Top of RECORDS SUPPLIED

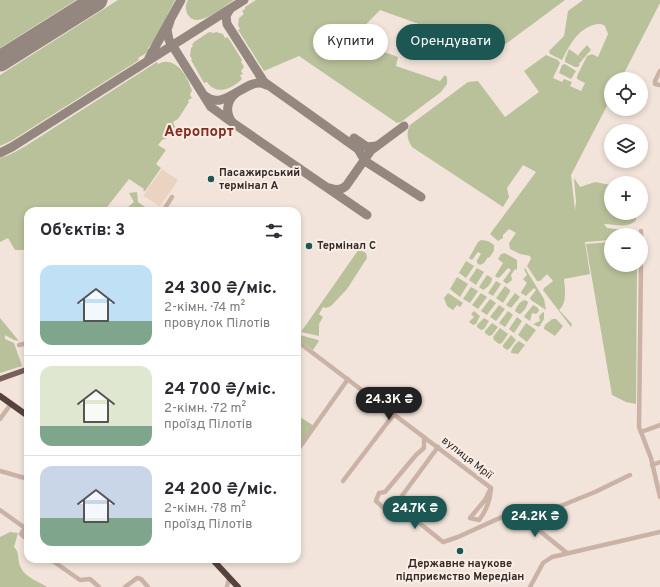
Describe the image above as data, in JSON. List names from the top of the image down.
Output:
{
  "streets": {
    "street": ["вулиця Мрії"]
  },
  "districts": ["Аеропорт"],
  "places": ["Пасажирський термінал A", "Термінал C", "Державне наукове підприємство Мередіан"],
  "page": {
    "chip": ["Купити", "Орендувати"],
    "map_buttons": ["+", "−"],
    "heading": "Об’єктів: 3",
    "list": [
      {
        "name": "24 300 ₴/міс.",
        "note": "2-кімн. · 74 m² · провулок Пілотів"
      },
      {
        "name": "24 700 ₴/міс.",
        "note": "2-кімн. · 72 m² · проїзд Пілотів"
      },
      {
        "name": "24 200 ₴/міс.",
        "note": "2-кімн. · 78 m² · проїзд Пілотів"
      }
    ],
    "price": ["24.3K ₴", "24.7K ₴", "24.2K ₴"]
  }
}
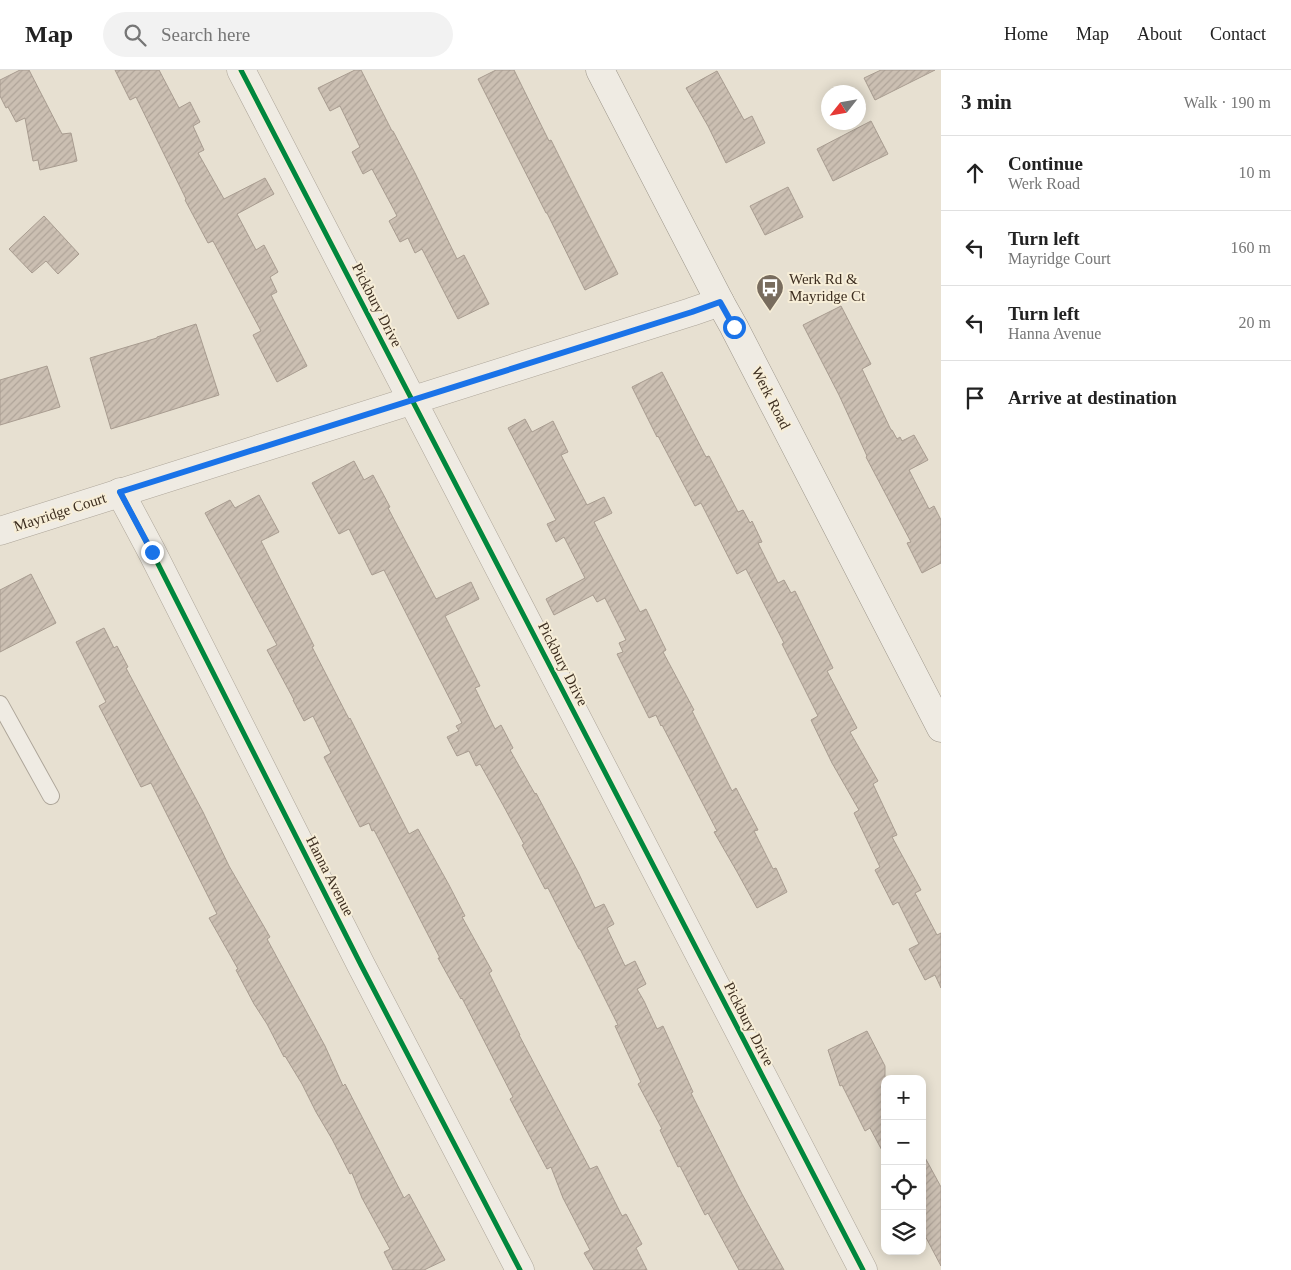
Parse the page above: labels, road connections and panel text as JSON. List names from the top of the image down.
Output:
{
  "streets": {
    "street": [
      "Pickbury Drive",
      "Werk Road",
      "Mayridge Court",
      "Hanna Avenue"
    ]
  },
  "crossings": [
    ["Pickbury Drive", "Mayridge Court"],
    ["Werk Road", "Mayridge Court"],
    ["Mayridge Court", "Hanna Avenue"]
  ],
  "places": {
    "bus stop": ["Werk Rd & Mayridge Ct"]
  },
  "north": "bottom left",
  "page": {
    "header": "Map",
    "search": "Search here",
    "nav": [
      "Home",
      "Map",
      "About",
      "Contact"
    ],
    "heading": ["3 min", "Walk · 190 m"],
    "list": [
      ["Continue", "Werk Road", "10 m"],
      ["Turn left", "Mayridge Court", "160 m"],
      ["Turn left", "Hanna Avenue", "20 m"],
      "Arrive at destination"
    ],
    "map_buttons": ["+", "−"]
  }
}
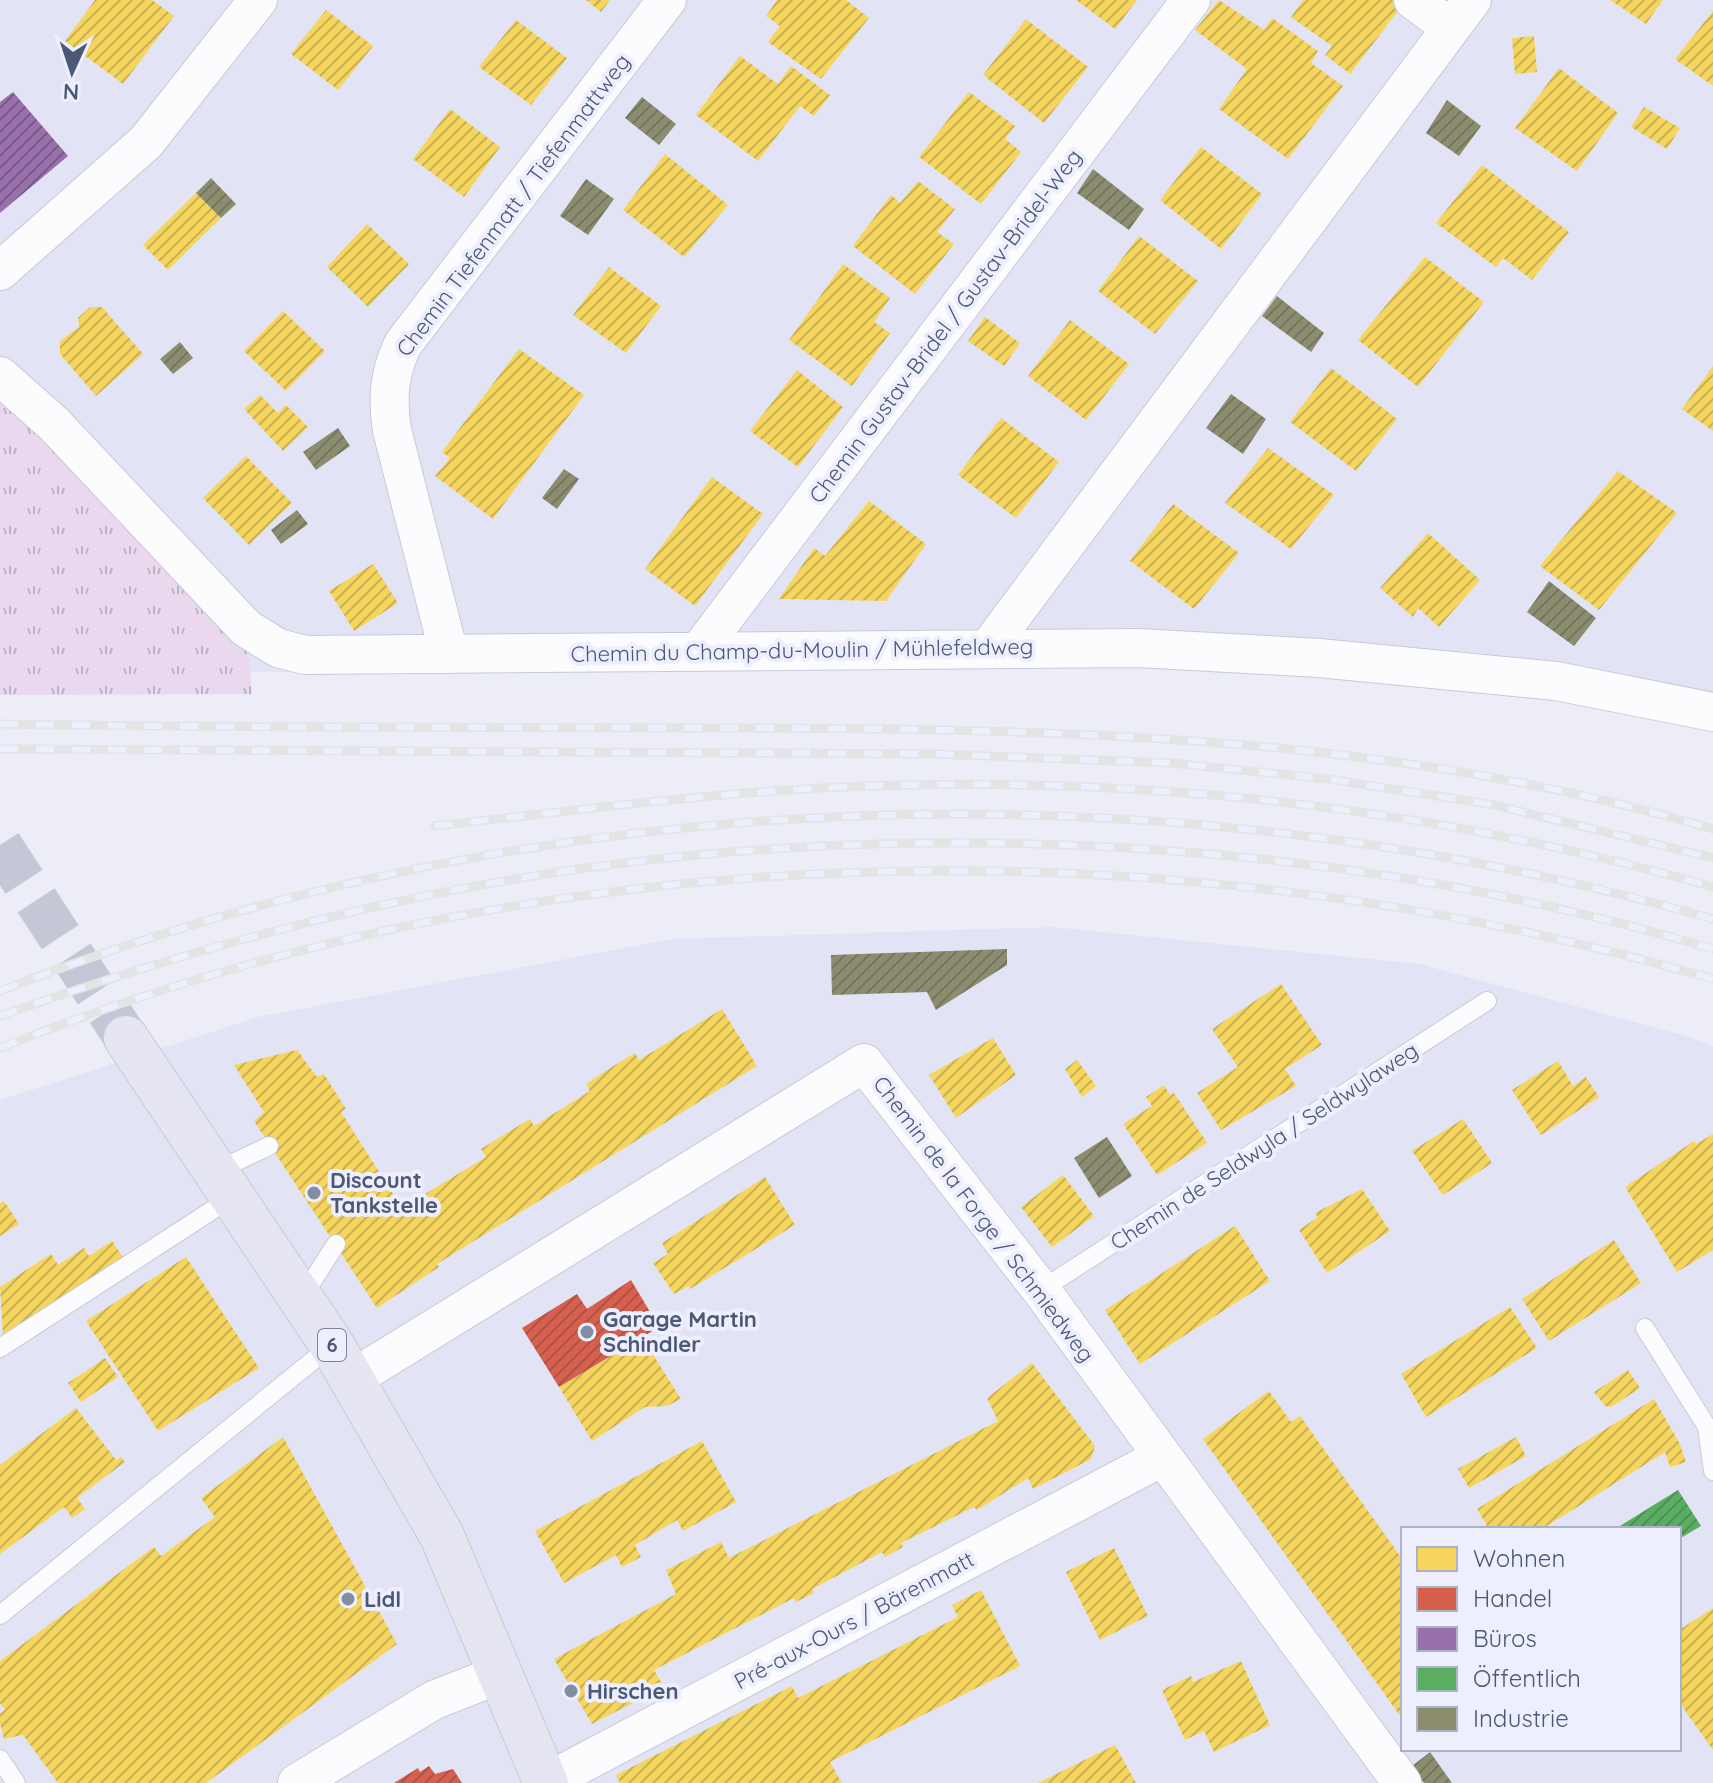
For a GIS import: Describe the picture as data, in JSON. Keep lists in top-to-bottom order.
{
  "streets": {
    "main road": ["6"],
    "street": [
      "Chemin Tiefenmatt / Tiefenmattweg",
      "Chemin Gustav-Bridel / Gustav-Bridel-Weg",
      "Chemin du Champ-du-Moulin / Mühlefeldweg",
      "Chemin de la Forge / Schmiedweg",
      "Pré-aux-Ours / Bärenmatt"
    ],
    "lane": ["Chemin de Seldwyla / Seldwylaweg"]
  },
  "crossings": [
    ["Chemin Tiefenmatt / Tiefenmattweg", "Chemin du Champ-du-Moulin / Mühlefeldweg"],
    ["Chemin Gustav-Bridel / Gustav-Bridel-Weg", "Chemin du Champ-du-Moulin / Mühlefeldweg"],
    ["Chemin de Seldwyla / Seldwylaweg", "Chemin de la Forge / Schmiedweg"],
    ["Chemin de la Forge / Schmiedweg", "6"],
    ["Chemin de la Forge / Schmiedweg", "Pré-aux-Ours / Bärenmatt"],
    ["6", "Pré-aux-Ours / Bärenmatt"]
  ],
  "places": [
    "Discount Tankstelle",
    "Garage Martin Schindler",
    "Lidl",
    "Hirschen"
  ],
  "legend": [
    "Wohnen",
    "Handel",
    "Büros",
    "Öffentlich",
    "Industrie"
  ],
  "north": "bottom"
}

Bottom of RECORDS SUPPLIED

* **GOAL OF THE EXERCISE**: Provide the lines again, unchanged, from where the data above begins through the line containing "Parse the page", both ends included, omitting pictures and adding nothing.

* **TASK OUTPUT**:
Describe the image above as data, in JSON. List names from the top of the image down.
Output:
{
  "streets": {
    "street": ["вулиця Мрії"]
  },
  "districts": ["Аеропорт"],
  "places": ["Пасажирський термінал A", "Термінал C", "Державне наукове підприємство Мередіан"],
  "page": {
    "chip": ["Купити", "Орендувати"],
    "map_buttons": ["+", "−"],
    "heading": "Об’єктів: 3",
    "list": [
      {
        "name": "24 300 ₴/міс.",
        "note": "2-кімн. · 74 m² · провулок Пілотів"
      },
      {
        "name": "24 700 ₴/міс.",
        "note": "2-кімн. · 72 m² · проїзд Пілотів"
      },
      {
        "name": "24 200 ₴/міс.",
        "note": "2-кімн. · 78 m² · проїзд Пілотів"
      }
    ],
    "price": ["24.3K ₴", "24.7K ₴", "24.2K ₴"]
  }
}
Parse the page above: labels, road connections and panel text as JSON. List names from the top of the image down.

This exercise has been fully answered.